Biliyorsunuz, bir seçimi daha atlattık ve sol işaret parmağımızdaki mürekkepleri çıkartmakla meşgulüz bugünlerde. Bu mürekkepler, seçimle ilgili diğer bazı şeylerin aksine daha kolay çıkıyor vücuttan. Benim mürekkep aynen geçen seçimde olduğu gibi yine çabuk ve kolay çıktı, ki olay anında ben bunu gidişatın geçen seçime benzeyeceği yönünde değerlendirmiştim.

Benim çevremdeki oy sayımında CHP %90 küsurla birinci parti çıkmış olmasına rağmen (berberim AKP'ye vermiş), Türkiye genelinde AKP neredeyse %50 oy aldı ve demokrasinin bir cilvesi olarak yine benim devletlum olacak. Kendilerine hayrını görsünler diyorum, benden uzak Allah'a yakın olsunlar, ki zaten öyleler galiba. Dinsiz-imansız paraya da daha yakınlar. Bir gemiciğim bile yok benim. Daha olmayan oğlumun 650 tane apartman dairesi de yok; ilerde oğlum olursa bile o kadar apartman dairesi yine olmayacak. Yalnız bu kendi söyleyişleriyle tramvay-demokrasiyi çok ciddiye almazlar inşallah, çünkü tarih "ben odunu aday göstersem milletvekili seçtiririm" ve "siz isterseniz hilafeti bile geri getirebilirsiniz" diyip daha durağa gelemeden tramvaydan inmek zorunda kalanları da gördü.

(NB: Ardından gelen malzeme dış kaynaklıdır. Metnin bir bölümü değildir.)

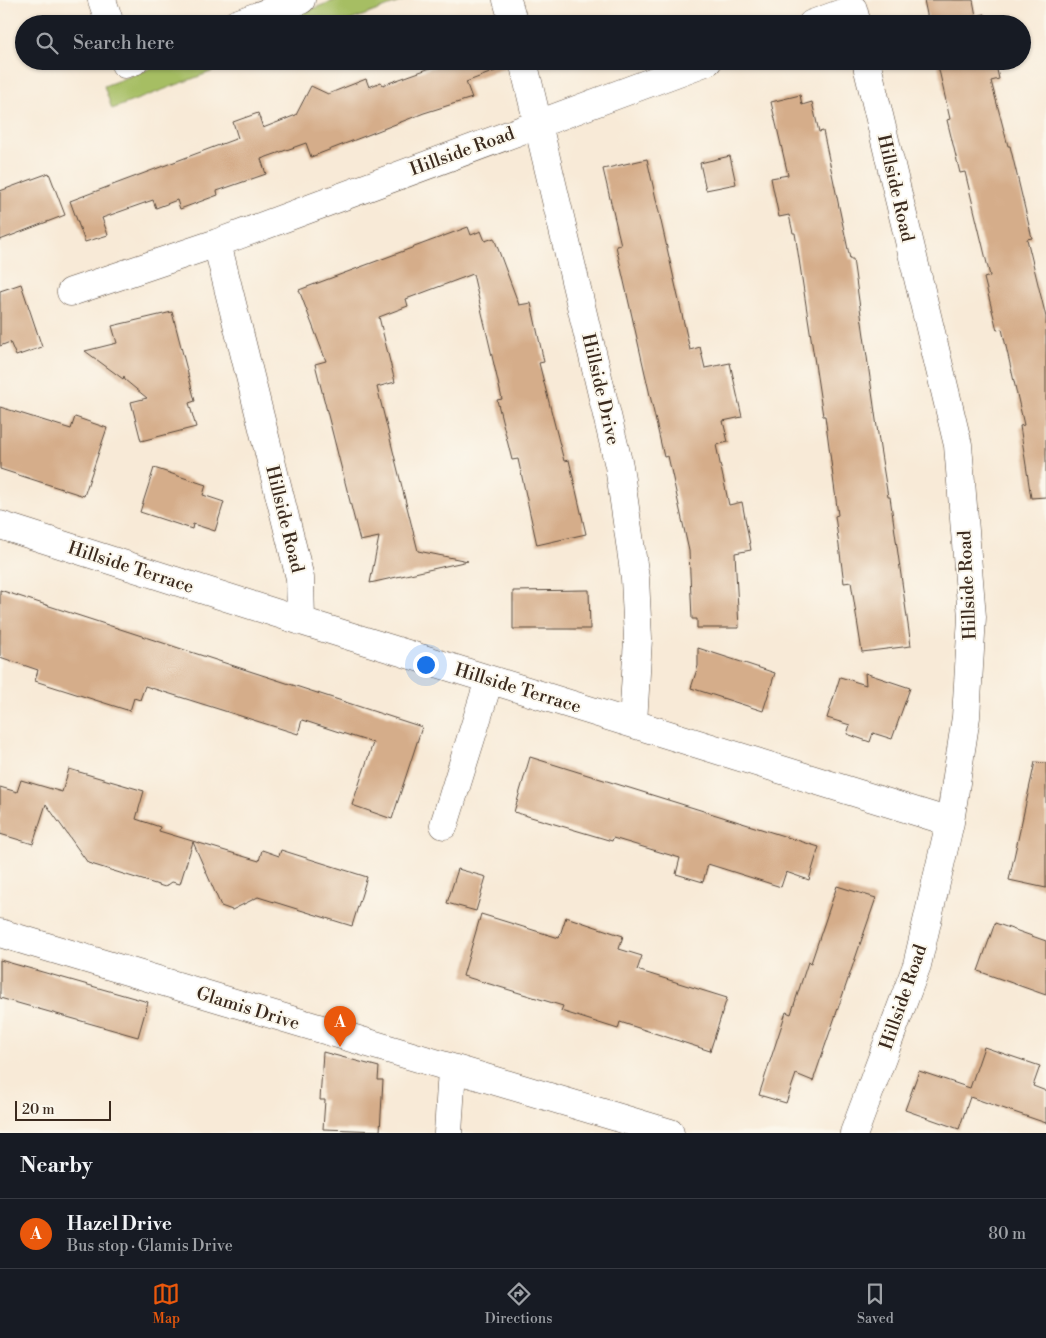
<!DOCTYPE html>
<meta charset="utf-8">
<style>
:root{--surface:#171b24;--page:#242831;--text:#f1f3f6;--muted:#9ea1a6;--line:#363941;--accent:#ea580c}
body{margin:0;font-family:"Libre Bodoni",serif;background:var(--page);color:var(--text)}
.scale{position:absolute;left:15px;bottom:12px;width:96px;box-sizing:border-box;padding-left:5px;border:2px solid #3b2a1e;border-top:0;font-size:14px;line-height:18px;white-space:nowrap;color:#3b2a1e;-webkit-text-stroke:4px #fbf7ec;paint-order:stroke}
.you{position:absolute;left:425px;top:664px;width:18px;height:18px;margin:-12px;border:4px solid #fff;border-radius:50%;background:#1a73e8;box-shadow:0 0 0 8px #1a73e833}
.badge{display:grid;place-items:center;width:32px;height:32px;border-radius:50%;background:var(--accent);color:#fff;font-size:16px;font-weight:700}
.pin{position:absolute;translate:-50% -41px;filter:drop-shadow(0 1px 2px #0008)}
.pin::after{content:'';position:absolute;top:26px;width:18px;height:15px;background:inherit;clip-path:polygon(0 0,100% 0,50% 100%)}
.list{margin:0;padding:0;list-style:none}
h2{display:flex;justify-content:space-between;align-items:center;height:65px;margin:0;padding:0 20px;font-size:21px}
h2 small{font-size:16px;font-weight:400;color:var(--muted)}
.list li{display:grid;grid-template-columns:32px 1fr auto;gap:15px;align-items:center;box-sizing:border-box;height:70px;padding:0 20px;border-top:1px solid var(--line)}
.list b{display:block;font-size:19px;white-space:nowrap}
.list p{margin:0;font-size:16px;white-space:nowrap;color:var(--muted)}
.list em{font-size:16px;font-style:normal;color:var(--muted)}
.icon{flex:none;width:28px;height:28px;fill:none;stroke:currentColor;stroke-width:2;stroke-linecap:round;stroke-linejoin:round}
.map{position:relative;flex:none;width:1046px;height:1133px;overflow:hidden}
.search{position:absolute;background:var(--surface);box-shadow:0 1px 4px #0004;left:15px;right:15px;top:15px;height:55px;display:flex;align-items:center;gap:12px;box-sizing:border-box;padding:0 18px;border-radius:28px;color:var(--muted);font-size:19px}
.sheet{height:135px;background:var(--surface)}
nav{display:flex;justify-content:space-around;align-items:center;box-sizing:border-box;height:70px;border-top:1px solid var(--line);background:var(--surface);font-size:14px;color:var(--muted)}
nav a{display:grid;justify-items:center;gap:2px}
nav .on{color:var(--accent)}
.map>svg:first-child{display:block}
.grass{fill:#a6be64;stroke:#707441}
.building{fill:#d5ad8a}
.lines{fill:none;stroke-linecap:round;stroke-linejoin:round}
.minor-casing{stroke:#57473a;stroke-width:29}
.minor{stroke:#fff;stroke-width:28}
.labels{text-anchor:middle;stroke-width:4;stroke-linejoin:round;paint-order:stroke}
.street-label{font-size:18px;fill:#3b2a1e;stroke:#fbf7ec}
</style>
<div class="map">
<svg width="1046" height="1133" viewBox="0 0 1046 1133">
<rect width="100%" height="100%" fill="#fbf7ec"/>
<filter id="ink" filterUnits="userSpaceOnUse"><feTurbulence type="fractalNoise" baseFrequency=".02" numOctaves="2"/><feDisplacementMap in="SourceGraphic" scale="10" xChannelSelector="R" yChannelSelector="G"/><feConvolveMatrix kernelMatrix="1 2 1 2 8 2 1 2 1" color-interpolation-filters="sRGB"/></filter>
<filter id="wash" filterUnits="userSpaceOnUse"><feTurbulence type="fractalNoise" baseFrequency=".0096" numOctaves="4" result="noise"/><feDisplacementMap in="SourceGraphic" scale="20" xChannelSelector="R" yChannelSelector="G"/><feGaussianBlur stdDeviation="1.12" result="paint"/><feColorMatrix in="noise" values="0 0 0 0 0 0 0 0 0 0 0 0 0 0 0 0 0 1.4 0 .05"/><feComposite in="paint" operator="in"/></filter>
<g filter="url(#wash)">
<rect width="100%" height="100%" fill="#f8ead7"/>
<path class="grass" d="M336 0H405L341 24H271Z
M170 61H240L112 109 104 86Z"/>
<g id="blocks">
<path class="building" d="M924 0H973L976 16 985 14 987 24H929Z
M450 61H508V66L466 82 472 98 424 113 311 157 306 143 261 159 266 174 217 191 218 195 180 209 177 200 156 208 153 200 102 218 108 235 85 242 70 201 238 138 233 122 258 113 263 128 296 115 311 86 328 94 366 79 369 87 381 82 383 85Z
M937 61H995L999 79 991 81 1008 146H1010L1032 238 1027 239 1046 317V497L1031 498 1020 426 1024 425 1002 329 997 330 984 278 990 276 965 172 960 173 947 120 950 119Z
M800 95 802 105 812 102 819 132 823 131 850 259H853L880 448 888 497H890L911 646 862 652 851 582 844 583 835 516 838 515 825 416H823L795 233H793L789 215 779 217 771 178 788 175 771 102Z
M730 156 736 184 706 190 700 163Z
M647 159 690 350 700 347 705 368 730 363 742 417 723 421 728 442 716 445 729 505 742 502 751 550 735 553 739 628H697V619H692L689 551 668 456 664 457 616 246 621 245 603 169Z
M49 173 65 215 0 240V191Z
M468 227 471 235 481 231 485 241 494 238 519 305 531 303 544 362 539 363 564 461 569 460 586 534 537 545 518 459 512 460 497 400 502 399 473 274 406 299 408 306 379 317 395 382 377 387 418 551 468 561 370 583 379 537 360 541 315 364 326 361 299 290Z
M21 284 42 347 16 356 10 342 0 346V291Z
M172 312 195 401 189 403 196 427 141 441 131 402 147 398 125 380 124 376 123 379 85 351 117 343 112 326Z
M0 407 71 429 75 417 107 428 84 496 0 469Z
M154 468 206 485 203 495 224 502 215 531 193 524 192 529 140 512Z
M0 590 422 727 392 819 352 805 373 743 302 720 298 734 145 686 140 700 134 698 130 711 35 681 38 670 0 657Z
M589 590 590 629H513V591Z
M698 648 775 673 763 711 691 688 698 666Z
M865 673 910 688 892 739 873 733 870 742 847 734 850 725 827 718 840 677 866 685Z
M530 757 819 847 809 880 786 872 781 887 708 864 703 882 676 874 680 858 613 838 612 841 514 812Z
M1035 762 1046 763V888L1009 880Z
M69 769 144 791 136 819 160 827 159 831 259 861 262 850 279 856 281 850 367 877 352 926 258 897 232 910 221 906 193 842 180 884 172 882 165 887 88 863 46 804 33 844 0 834V787L17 792 21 780 62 792Z
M458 869 486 877 476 911 447 903Z
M837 886 876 898 813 1081 796 1074 786 1103 759 1095 786 1012 791 1014 808 962 811 963Z
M481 914 559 938 566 917 623 936 619 949 642 956 637 970 727 998 710 1051 620 1022 618 1029 561 1011 563 1006 463 976Z
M995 923 1046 941V995L978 971Z
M0 960 148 1002 138 1037 0 998Z
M984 1047 1040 1066 1033 1086 1046 1091V1123L970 1097 959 1129 905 1110 919 1071 970 1088Z
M323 1052 379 1067 378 1080H383L380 1131 323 1129 325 1100H320Z"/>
</g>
</g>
<g filter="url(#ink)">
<use href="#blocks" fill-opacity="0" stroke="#57473a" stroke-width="1"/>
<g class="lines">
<defs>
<path id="minor" d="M102 0 110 24
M507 0 514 24
M236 24 301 0
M812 24 853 9 857 24
M124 61 125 64 134 61
M523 61 619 466 635 578 638 639 633 723
M217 243 300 578 301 621
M71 292 217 243 708 61
M0 525 301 621 950 822
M444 825 489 680
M0 933 670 1133
M448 1133 452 1069
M854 1133 917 965 950 822 966 717 972 617 958 445 866 61"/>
</defs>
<use href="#minor" class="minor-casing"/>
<use href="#minor" class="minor"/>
</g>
</g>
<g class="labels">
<g class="street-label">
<text transform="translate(462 151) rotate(-20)" y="6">Hillside Road</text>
<text transform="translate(896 188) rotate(77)" y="6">Hillside Road</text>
<text transform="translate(601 389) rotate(77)" y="6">Hillside Drive</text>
<text transform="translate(285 519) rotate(76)" y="6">Hillside Road</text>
<text transform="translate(131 567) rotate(18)" y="6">Hillside Terrace</text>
<text transform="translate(967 585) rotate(-93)" y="6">Hillside Road</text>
<text transform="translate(518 688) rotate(17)" y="6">Hillside Terrace</text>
<text transform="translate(903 997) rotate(-71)" y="6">Hillside Road</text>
<text transform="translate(248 1008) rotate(17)" y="6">Glamis Drive</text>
</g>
</g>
</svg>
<div class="scale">20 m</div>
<div class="you"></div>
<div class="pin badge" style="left:340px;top:1047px">A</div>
<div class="search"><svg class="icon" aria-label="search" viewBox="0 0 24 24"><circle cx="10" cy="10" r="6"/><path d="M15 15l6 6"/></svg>Search here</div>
</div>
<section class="sheet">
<h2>Nearby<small></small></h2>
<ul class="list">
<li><span class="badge">A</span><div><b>Hazel Drive</b><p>Bus stop · Glamis Drive</p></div><em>80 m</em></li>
</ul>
</section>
<nav>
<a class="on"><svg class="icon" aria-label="map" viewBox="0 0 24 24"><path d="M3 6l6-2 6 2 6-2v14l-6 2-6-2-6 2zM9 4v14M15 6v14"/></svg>Map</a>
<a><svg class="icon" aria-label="directions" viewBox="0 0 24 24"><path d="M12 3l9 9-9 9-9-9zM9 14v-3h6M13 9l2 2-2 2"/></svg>Directions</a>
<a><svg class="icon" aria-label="saved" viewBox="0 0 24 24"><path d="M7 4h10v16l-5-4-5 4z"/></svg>Saved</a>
</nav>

Anadolu genelde tutucu olmuştur zaten. Nasıl ki saatte 10km hızla 1000km yol gitmesi gereken kamyoncuların sürekli arabesk dinlemesi çok normalse, hayatlarında uçsuz bucaksız sarı bozkırdan başka bir şey görmeyen insanların da tutucu olması çok normal. Kızına tecavüz edilince kızını tecavüzcüsüyle evlenmek zorunda bırakan, evlenmezse de kızını öldüren anlayışta bir toplum düzeni hala sürmekte çoğu yerde. Bu durumda bana tutucu-sağ'ın bu düzeyde oy alması çok garip gelmiyor.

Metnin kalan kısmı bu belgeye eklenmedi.